= Beginning of Section =

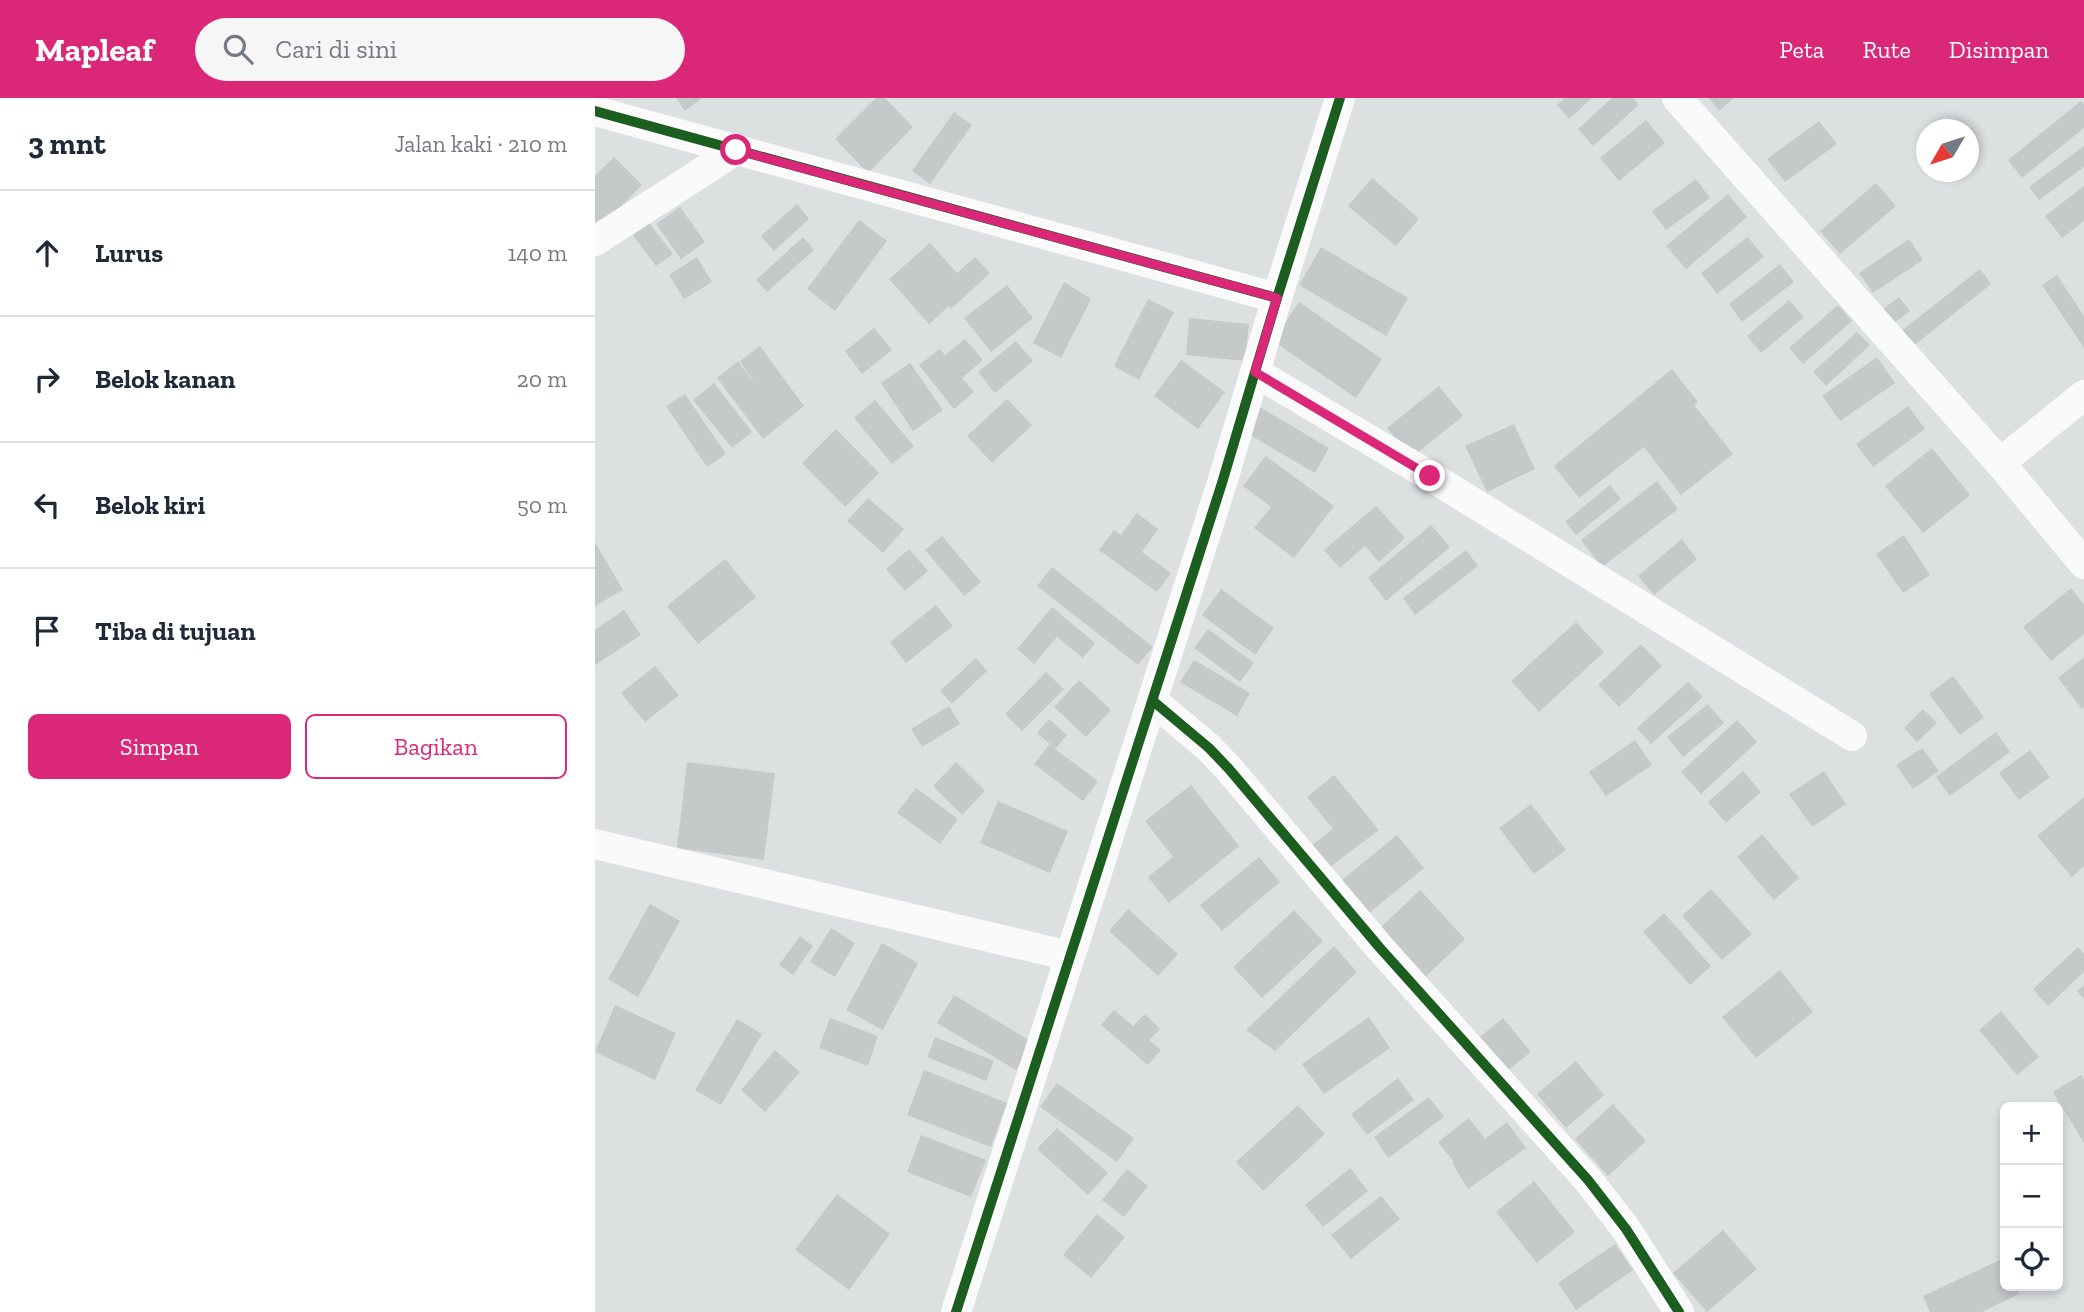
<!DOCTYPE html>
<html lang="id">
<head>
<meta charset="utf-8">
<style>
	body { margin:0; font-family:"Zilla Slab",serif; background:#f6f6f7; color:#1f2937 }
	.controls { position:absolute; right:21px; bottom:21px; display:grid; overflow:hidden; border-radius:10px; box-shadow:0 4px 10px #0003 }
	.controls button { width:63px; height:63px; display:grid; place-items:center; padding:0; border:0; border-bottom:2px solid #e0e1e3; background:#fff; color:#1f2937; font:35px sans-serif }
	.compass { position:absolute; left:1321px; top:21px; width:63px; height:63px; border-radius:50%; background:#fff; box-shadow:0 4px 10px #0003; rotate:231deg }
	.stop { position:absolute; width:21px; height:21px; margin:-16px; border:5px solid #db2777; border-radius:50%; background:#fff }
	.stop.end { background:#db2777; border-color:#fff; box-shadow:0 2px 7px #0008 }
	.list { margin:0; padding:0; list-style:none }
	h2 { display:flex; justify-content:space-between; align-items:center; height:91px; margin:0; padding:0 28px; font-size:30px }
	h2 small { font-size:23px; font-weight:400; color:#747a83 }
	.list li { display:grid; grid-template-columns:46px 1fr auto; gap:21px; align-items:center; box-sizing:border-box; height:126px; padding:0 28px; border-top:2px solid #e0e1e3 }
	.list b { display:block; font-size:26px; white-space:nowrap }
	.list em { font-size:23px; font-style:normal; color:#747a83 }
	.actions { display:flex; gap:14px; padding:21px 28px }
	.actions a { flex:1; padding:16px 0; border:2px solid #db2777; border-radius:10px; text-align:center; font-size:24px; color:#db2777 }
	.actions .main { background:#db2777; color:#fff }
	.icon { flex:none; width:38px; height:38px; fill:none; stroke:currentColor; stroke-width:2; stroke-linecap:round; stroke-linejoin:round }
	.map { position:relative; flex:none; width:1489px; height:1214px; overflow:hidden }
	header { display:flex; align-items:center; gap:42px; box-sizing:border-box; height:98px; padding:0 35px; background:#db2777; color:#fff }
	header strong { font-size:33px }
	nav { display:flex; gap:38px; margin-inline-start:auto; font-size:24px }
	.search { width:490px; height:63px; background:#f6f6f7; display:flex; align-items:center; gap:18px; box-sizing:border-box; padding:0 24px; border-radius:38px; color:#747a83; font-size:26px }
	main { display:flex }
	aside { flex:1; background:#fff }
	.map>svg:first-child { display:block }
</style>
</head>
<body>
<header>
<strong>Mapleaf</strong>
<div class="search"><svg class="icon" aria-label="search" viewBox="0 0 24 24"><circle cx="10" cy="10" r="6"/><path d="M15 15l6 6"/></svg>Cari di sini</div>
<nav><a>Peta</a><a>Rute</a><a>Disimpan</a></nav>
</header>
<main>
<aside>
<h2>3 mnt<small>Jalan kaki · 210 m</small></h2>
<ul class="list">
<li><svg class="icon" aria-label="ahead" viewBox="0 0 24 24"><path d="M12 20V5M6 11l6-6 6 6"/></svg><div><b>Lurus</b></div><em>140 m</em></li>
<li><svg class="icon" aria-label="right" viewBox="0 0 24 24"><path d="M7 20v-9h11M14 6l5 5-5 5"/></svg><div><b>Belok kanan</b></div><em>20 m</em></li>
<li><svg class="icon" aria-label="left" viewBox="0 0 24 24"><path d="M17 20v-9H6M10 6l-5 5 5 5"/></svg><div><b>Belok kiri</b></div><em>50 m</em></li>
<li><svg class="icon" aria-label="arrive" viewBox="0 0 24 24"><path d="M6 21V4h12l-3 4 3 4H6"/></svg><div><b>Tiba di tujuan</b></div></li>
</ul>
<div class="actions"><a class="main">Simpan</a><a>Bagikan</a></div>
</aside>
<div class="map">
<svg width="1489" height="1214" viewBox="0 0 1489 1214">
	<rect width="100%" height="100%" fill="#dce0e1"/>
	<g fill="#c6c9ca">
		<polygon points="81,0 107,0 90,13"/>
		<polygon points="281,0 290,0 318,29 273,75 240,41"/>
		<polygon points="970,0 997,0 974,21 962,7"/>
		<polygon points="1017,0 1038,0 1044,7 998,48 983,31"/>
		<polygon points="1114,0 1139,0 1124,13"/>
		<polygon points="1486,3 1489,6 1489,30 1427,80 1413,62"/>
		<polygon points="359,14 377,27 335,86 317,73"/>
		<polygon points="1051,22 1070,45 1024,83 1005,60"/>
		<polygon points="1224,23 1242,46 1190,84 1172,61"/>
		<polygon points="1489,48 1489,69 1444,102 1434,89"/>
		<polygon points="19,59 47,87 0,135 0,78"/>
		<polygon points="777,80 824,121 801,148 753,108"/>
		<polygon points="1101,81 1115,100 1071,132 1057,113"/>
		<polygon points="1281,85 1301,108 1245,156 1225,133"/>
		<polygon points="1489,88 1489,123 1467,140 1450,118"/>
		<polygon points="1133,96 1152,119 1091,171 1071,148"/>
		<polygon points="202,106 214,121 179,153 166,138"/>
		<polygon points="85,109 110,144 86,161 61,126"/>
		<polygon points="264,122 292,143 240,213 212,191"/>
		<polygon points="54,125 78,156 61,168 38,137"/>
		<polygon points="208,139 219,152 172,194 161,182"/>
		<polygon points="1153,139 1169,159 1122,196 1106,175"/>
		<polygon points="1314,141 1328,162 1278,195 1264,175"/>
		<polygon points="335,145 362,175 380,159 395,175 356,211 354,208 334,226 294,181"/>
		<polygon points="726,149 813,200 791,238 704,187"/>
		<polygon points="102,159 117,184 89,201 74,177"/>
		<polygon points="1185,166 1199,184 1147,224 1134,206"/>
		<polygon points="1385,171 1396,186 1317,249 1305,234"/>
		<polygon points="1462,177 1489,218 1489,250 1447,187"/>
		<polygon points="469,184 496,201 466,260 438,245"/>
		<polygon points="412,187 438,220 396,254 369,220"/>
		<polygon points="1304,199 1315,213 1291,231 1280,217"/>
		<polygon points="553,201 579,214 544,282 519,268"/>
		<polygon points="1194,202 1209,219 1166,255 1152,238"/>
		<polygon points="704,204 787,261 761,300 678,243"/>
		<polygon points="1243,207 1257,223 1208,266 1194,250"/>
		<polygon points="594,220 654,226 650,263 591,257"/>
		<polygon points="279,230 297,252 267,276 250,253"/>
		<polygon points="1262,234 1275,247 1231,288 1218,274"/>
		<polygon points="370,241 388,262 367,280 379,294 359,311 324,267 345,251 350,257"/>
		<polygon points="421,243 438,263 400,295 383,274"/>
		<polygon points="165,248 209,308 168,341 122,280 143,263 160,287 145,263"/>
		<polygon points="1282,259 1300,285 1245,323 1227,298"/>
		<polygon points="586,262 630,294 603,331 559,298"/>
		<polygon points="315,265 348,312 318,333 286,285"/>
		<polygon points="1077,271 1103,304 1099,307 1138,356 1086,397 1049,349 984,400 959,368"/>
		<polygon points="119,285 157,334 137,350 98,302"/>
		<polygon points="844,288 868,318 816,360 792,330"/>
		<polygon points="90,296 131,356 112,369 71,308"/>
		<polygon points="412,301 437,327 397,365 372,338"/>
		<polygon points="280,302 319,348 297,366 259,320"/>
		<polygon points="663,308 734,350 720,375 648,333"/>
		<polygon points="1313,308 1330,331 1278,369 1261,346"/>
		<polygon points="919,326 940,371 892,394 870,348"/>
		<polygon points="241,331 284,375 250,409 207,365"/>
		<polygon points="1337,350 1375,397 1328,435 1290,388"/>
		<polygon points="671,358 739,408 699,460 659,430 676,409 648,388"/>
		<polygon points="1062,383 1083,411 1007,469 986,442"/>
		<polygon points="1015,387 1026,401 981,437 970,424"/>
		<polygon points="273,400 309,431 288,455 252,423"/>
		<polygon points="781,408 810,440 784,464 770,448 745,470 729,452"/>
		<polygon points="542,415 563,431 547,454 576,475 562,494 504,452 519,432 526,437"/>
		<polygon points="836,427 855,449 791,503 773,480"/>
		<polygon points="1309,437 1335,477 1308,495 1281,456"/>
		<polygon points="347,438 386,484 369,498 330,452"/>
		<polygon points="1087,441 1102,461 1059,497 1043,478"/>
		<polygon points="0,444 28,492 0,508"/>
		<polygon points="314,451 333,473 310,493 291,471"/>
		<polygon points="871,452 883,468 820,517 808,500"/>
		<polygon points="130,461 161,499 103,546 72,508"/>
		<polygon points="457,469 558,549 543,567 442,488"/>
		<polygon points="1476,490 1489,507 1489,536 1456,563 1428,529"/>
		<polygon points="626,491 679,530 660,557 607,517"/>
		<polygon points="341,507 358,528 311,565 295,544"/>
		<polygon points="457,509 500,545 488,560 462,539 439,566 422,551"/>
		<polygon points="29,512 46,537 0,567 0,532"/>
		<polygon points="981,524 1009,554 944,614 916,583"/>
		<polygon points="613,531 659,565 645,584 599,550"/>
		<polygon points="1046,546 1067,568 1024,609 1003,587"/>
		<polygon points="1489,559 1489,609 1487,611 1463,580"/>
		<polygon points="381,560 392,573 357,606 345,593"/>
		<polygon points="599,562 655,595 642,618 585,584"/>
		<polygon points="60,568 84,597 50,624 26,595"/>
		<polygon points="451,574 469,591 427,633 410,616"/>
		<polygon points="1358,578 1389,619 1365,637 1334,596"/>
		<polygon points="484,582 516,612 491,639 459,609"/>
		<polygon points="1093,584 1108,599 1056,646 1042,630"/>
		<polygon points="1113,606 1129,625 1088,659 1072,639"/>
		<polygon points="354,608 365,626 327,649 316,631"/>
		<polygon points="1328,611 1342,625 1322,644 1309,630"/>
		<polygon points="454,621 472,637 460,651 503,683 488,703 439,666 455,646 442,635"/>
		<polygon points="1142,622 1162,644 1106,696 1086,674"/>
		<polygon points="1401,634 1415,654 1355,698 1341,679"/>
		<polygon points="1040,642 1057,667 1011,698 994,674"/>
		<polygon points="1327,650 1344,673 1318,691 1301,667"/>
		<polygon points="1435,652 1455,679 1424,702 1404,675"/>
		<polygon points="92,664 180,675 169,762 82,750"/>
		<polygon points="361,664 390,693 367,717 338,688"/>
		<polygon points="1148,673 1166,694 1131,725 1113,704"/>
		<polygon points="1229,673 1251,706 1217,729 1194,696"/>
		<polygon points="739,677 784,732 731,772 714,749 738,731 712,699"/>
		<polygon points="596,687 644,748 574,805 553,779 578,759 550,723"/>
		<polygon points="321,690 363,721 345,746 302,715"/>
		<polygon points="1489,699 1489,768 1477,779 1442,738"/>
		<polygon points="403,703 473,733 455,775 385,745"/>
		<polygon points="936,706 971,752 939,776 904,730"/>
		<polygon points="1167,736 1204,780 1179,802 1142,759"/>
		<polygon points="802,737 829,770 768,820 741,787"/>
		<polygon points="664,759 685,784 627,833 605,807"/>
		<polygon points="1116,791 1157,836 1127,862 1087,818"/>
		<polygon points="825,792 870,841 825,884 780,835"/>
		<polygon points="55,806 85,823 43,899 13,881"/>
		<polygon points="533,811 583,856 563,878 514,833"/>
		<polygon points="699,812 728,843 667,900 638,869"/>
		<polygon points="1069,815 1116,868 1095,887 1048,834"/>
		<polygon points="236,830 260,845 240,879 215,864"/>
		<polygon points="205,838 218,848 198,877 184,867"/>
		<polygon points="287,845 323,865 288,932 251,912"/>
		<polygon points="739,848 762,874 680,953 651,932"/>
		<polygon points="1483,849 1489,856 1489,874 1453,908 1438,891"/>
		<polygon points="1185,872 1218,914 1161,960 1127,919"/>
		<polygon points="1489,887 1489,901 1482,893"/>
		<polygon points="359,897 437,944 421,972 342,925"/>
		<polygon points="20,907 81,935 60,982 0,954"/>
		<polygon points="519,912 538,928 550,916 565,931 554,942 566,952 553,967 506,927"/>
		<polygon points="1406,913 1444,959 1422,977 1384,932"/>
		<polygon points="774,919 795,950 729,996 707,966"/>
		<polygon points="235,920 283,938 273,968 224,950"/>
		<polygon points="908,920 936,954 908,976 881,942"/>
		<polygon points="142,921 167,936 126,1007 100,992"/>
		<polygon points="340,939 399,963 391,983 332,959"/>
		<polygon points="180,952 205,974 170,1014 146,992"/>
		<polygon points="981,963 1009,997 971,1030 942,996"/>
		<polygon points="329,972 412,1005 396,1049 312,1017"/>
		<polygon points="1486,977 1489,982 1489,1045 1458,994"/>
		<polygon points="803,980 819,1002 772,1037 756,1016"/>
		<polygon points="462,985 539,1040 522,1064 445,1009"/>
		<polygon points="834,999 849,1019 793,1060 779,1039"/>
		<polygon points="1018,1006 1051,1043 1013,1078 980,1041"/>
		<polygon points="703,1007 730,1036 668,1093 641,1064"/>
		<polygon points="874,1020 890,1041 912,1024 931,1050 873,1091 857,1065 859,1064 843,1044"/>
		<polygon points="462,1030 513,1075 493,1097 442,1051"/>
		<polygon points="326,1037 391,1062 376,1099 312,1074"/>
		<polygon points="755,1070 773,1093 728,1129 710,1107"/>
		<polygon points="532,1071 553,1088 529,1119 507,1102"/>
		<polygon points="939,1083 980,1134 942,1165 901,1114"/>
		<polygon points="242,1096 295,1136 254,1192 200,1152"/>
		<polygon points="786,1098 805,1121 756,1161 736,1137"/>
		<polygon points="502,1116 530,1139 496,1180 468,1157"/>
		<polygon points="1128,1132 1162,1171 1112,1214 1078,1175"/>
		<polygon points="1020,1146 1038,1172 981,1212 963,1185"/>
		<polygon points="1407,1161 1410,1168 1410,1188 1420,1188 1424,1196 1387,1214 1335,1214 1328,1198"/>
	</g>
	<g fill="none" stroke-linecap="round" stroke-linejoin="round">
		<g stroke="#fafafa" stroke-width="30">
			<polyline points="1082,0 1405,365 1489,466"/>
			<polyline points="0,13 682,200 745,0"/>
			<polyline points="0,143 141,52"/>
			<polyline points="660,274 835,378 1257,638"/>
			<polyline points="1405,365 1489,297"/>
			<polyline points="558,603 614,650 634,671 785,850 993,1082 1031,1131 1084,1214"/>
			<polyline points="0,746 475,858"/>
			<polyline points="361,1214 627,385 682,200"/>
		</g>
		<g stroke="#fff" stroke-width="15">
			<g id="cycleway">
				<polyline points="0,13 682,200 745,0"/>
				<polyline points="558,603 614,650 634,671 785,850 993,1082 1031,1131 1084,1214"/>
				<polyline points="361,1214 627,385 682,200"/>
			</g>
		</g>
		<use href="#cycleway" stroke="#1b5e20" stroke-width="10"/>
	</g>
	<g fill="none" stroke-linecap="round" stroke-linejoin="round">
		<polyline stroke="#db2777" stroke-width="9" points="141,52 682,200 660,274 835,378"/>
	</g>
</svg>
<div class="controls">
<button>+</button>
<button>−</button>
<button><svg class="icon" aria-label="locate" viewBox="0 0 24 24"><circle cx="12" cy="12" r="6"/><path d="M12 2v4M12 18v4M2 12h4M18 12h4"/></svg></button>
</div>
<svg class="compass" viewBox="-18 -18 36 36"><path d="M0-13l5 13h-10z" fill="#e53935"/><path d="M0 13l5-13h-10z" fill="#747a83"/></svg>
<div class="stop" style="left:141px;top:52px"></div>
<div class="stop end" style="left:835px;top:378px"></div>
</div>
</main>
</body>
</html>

= End of Section =

• [TASK DETAILS]
Only the lines from the start of the material through the line containing "position:absolute; width:21px; height:21px;" should be transcribed. Pictures stay out.

• [THE ANSWER]
<!DOCTYPE html>
<html lang="id">
<head>
<meta charset="utf-8">
<style>
	body { margin:0; font-family:"Zilla Slab",serif; background:#f6f6f7; color:#1f2937 }
	.controls { position:absolute; right:21px; bottom:21px; display:grid; overflow:hidden; border-radius:10px; box-shadow:0 4px 10px #0003 }
	.controls button { width:63px; height:63px; display:grid; place-items:center; padding:0; border:0; border-bottom:2px solid #e0e1e3; background:#fff; color:#1f2937; font:35px sans-serif }
	.compass { position:absolute; left:1321px; top:21px; width:63px; height:63px; border-radius:50%; background:#fff; box-shadow:0 4px 10px #0003; rotate:231deg }
	.stop { position:absolute; width:21px; height:21px; margin:-16px; border:5px solid #db2777; border-radius:50%; background:#fff }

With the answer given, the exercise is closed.